=== Data provided ===
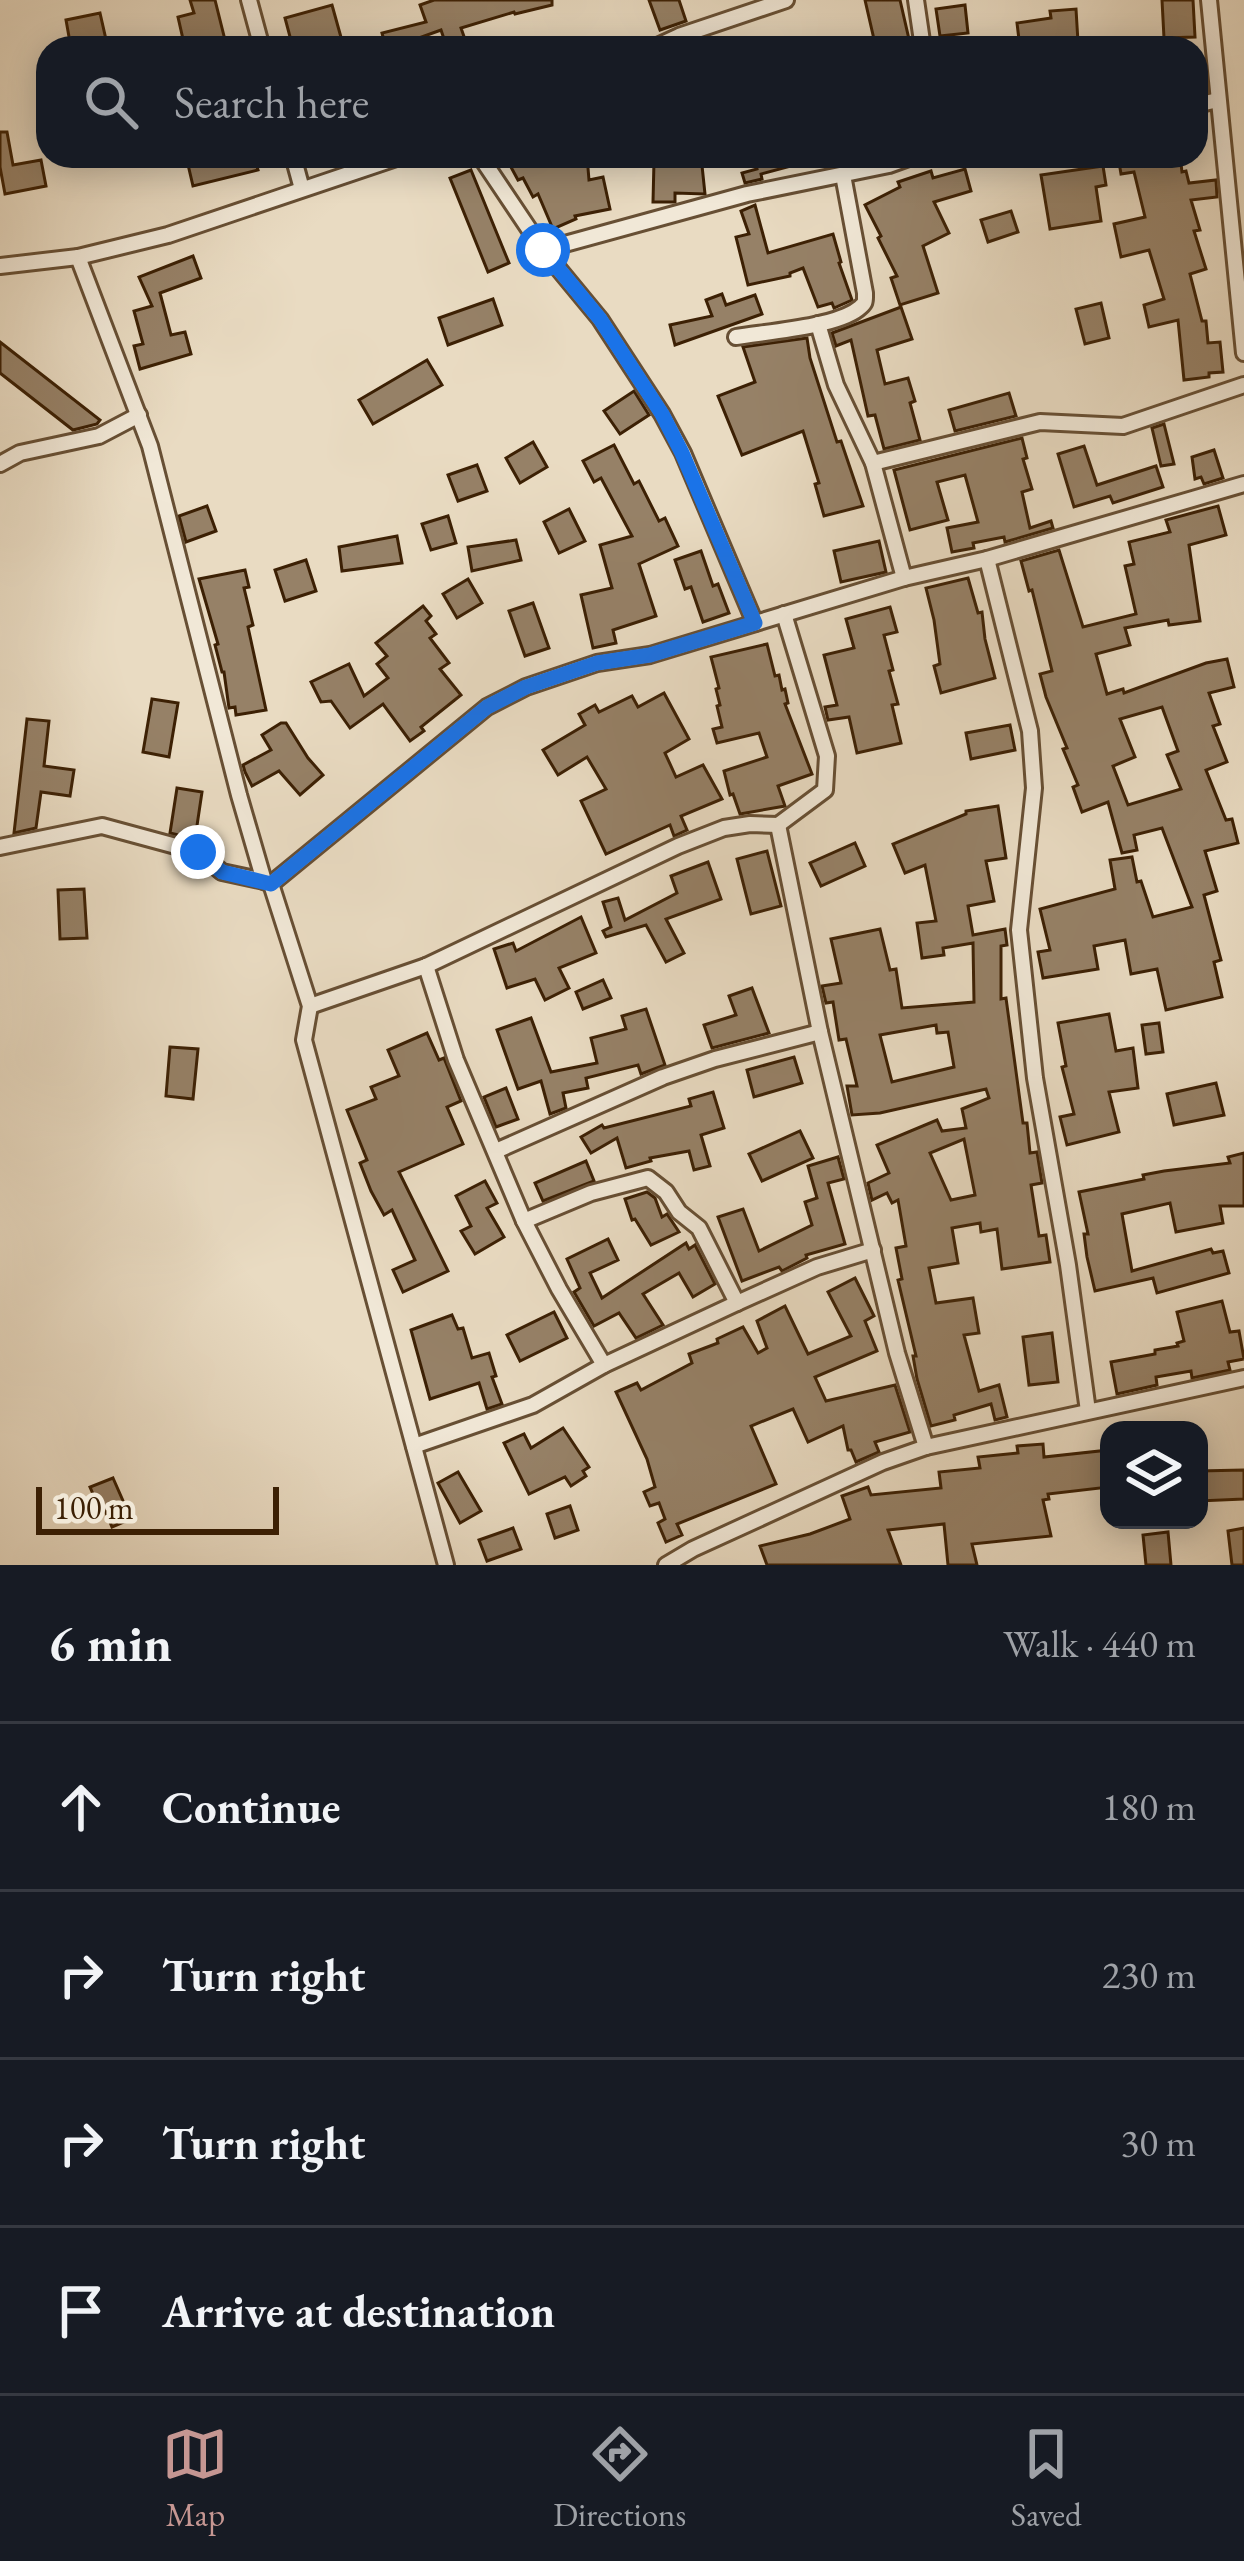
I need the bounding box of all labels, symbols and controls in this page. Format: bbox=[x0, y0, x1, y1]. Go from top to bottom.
search box bbox=[36, 36, 1208, 168]
icon: search bbox=[78, 69, 144, 135]
text: Search here bbox=[174, 73, 369, 131]
route start bbox=[516, 223, 570, 277]
route end bbox=[171, 825, 225, 879]
map controls bbox=[1100, 1421, 1208, 1529]
button: layers bbox=[1100, 1421, 1208, 1529]
scale bar bbox=[36, 1481, 279, 1534]
text: 100 m bbox=[54, 1486, 134, 1529]
text: 6 min bbox=[48, 1610, 172, 1676]
text: Walk · 440 m bbox=[1003, 1618, 1196, 1669]
icon: ahead bbox=[48, 1774, 114, 1840]
text: Continue bbox=[162, 1778, 340, 1836]
text: 180 m bbox=[1102, 1781, 1196, 1832]
icon: right bbox=[48, 1942, 114, 2008]
text: Turn right bbox=[162, 1946, 365, 2004]
text: 230 m bbox=[1102, 1949, 1196, 2000]
icon: right bbox=[48, 2110, 114, 2176]
text: Turn right bbox=[162, 2114, 365, 2172]
text: 30 m bbox=[1120, 2117, 1196, 2168]
icon: arrive bbox=[48, 2278, 114, 2344]
text: Arrive at destination bbox=[162, 2282, 555, 2340]
tab: Map bbox=[162, 2421, 228, 2536]
tab: Directions bbox=[553, 2421, 686, 2536]
tab: Saved bbox=[1011, 2421, 1082, 2536]

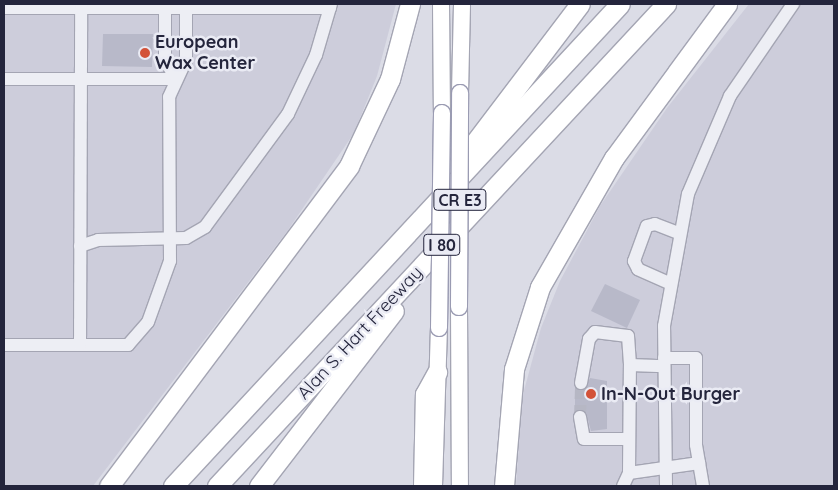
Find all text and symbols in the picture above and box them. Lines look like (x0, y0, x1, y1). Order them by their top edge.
place label: European Wax Center (155, 32, 255, 74)
marker: European Wax Center (139, 47, 151, 59)
road number: CR E3 (432, 186, 488, 214)
road number: I 80 (423, 232, 461, 258)
street label: Alan S. Hart Freeway (293, 262, 427, 404)
place label: In-N-Out Burger (601, 383, 740, 405)
marker: In-N-Out Burger (585, 388, 597, 400)

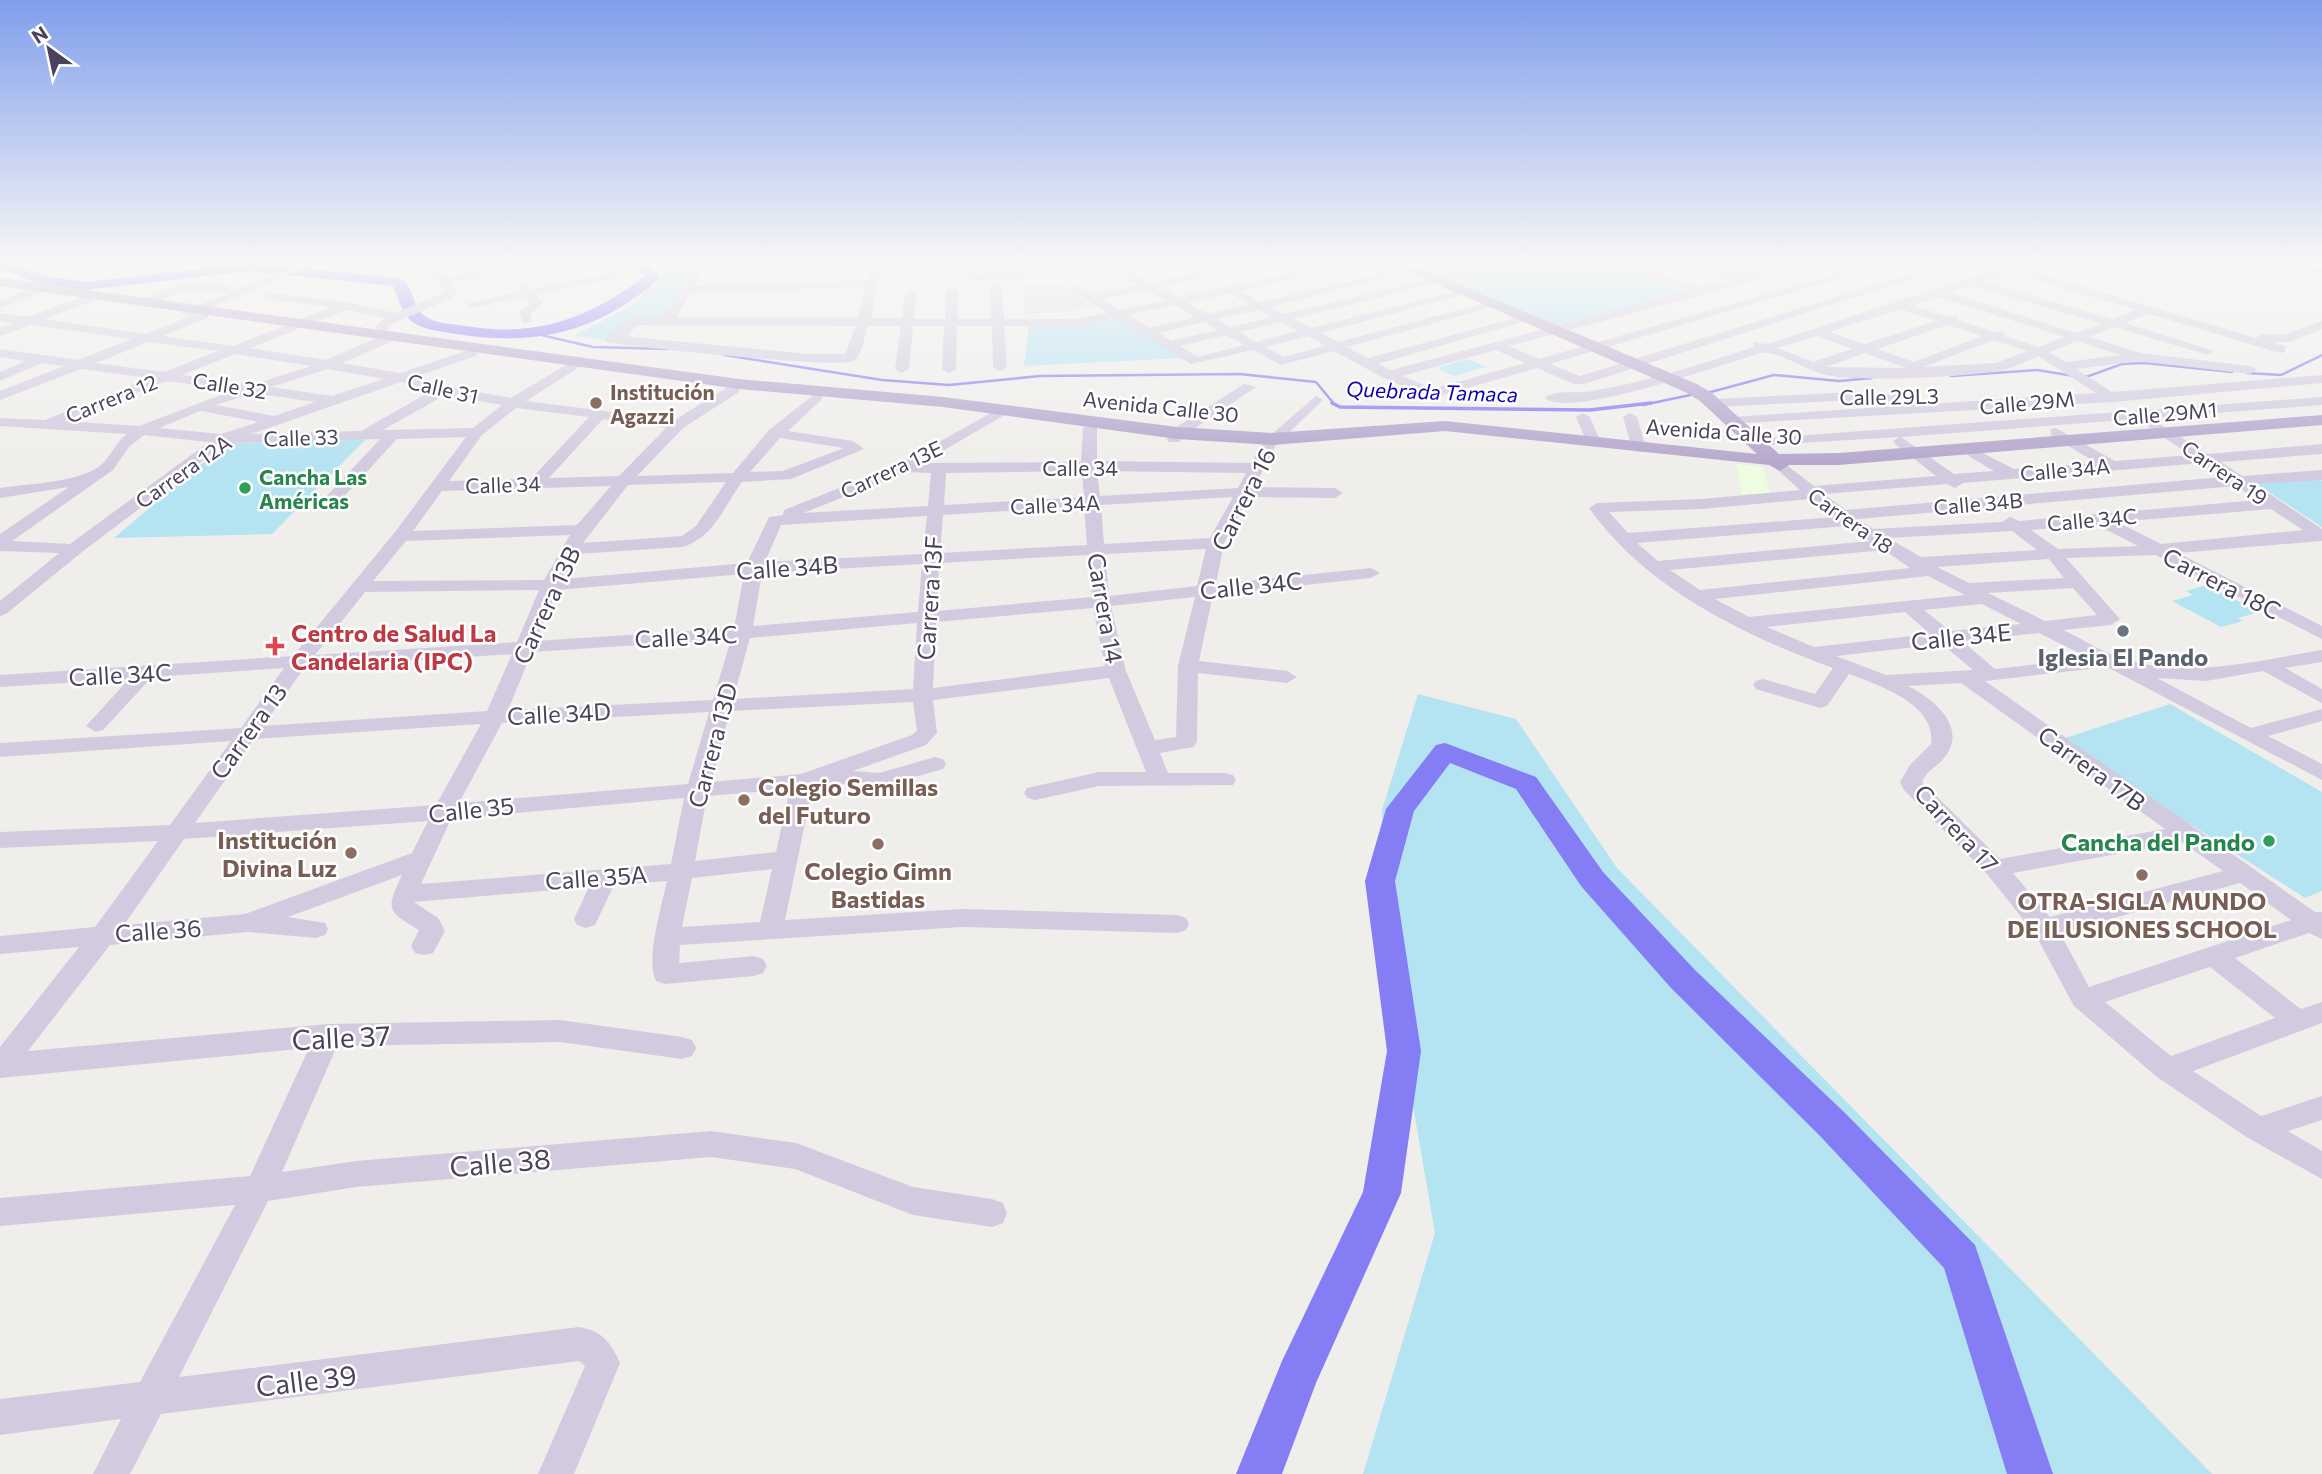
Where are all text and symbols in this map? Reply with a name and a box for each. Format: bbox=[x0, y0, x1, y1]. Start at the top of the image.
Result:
north arrow bbox=[14, 14, 84, 84]
text: N bbox=[27, 21, 52, 48]
street label: Calle 32 bbox=[191, 367, 269, 403]
street label: Carrera 12 bbox=[62, 368, 160, 428]
street label: Calle 31 bbox=[405, 368, 481, 408]
water label: Quebrada Tamaca bbox=[1346, 376, 1518, 406]
place label: Institución Agazzi bbox=[610, 379, 715, 428]
street label: Calle 29L3 bbox=[1839, 383, 1939, 409]
street label: Avenida Calle 30 bbox=[1082, 385, 1240, 427]
street label: Calle 29M bbox=[1978, 385, 2076, 419]
marker: Institución Agazzi bbox=[588, 395, 604, 411]
street label: Calle 29M1 bbox=[2112, 396, 2218, 430]
street label: Avenida Calle 30 bbox=[1645, 413, 1803, 449]
street label: Calle 33 bbox=[263, 423, 339, 451]
street label: Carrera 12A bbox=[130, 429, 236, 513]
street label: Carrera 19 bbox=[2177, 434, 2273, 510]
street label: Carrera 13E bbox=[836, 435, 946, 503]
street label: Carrera 16 bbox=[1205, 443, 1281, 555]
street label: Calle 34A bbox=[2019, 453, 2111, 485]
street label: Calle 34 bbox=[1042, 455, 1118, 480]
place label: Cancha Las Américas bbox=[259, 464, 367, 513]
street label: Calle 34 bbox=[465, 470, 542, 498]
marker: Cancha Las Américas bbox=[237, 480, 253, 496]
street label: Carrera 18 bbox=[1804, 482, 1898, 558]
street label: Calle 34B bbox=[1932, 487, 2024, 519]
street label: Calle 34A bbox=[1009, 489, 1101, 519]
street label: Calle 34C bbox=[2046, 503, 2138, 535]
street label: Carrera 13F bbox=[910, 535, 948, 661]
street label: Carrera 18C bbox=[2158, 541, 2286, 625]
street label: Carrera 13B bbox=[506, 542, 586, 668]
street label: Calle 34B bbox=[735, 549, 839, 585]
street label: Carrera 14 bbox=[1082, 551, 1130, 665]
street label: Calle 34C bbox=[1198, 565, 1304, 605]
street label: Calle 34E bbox=[1909, 616, 2013, 656]
place label: Centro de Salud La Candelaria (IPC) bbox=[291, 618, 496, 675]
street label: Calle 34C bbox=[634, 619, 738, 653]
marker: Iglesia El Pando bbox=[2115, 623, 2131, 639]
marker: Centro de Salud La Candelaria (IPC) bbox=[265, 636, 285, 656]
place label: Iglesia El Pando bbox=[2038, 642, 2208, 671]
street label: Calle 34C bbox=[68, 657, 172, 691]
street label: Carrera 13 bbox=[204, 678, 292, 784]
street label: Carrera 13D bbox=[681, 679, 743, 811]
street label: Calle 34D bbox=[506, 696, 612, 730]
street label: Carrera 17B bbox=[2033, 719, 2151, 817]
place label: Colegio Semillas del Futuro bbox=[758, 772, 938, 829]
street label: Carrera 17 bbox=[1909, 778, 2005, 878]
street label: Calle 35 bbox=[427, 790, 515, 828]
marker: Colegio Semillas del Futuro bbox=[736, 792, 752, 808]
place label: Institución Divina Luz bbox=[217, 825, 337, 882]
place label: Cancha del Pando bbox=[2061, 827, 2255, 856]
marker: Cancha del Pando bbox=[2261, 833, 2277, 849]
marker: Colegio Gimn Bastidas bbox=[870, 836, 886, 852]
marker: Institución Divina Luz bbox=[343, 845, 359, 861]
place label: Colegio Gimn Bastidas bbox=[804, 856, 952, 913]
street label: Calle 35A bbox=[544, 859, 648, 895]
marker: OTRA-SIGLA MUNDO DE ILUSIONES SCHOOL bbox=[2134, 867, 2150, 883]
place label: OTRA-SIGLA MUNDO DE ILUSIONES SCHOOL bbox=[2007, 886, 2277, 943]
street label: Calle 36 bbox=[114, 913, 202, 947]
street label: Calle 37 bbox=[291, 1017, 391, 1057]
street label: Calle 38 bbox=[448, 1141, 552, 1183]
street label: Calle 39 bbox=[254, 1357, 358, 1403]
===
What is expected: Wherever the string "ILUSIONES" occurs in the data, copy the line that holds it.

Solved exercise:
marker: OTRA-SIGLA MUNDO DE ILUSIONES SCHOOL bbox=[2134, 867, 2150, 883]
place label: OTRA-SIGLA MUNDO DE ILUSIONES SCHOOL bbox=[2007, 886, 2277, 943]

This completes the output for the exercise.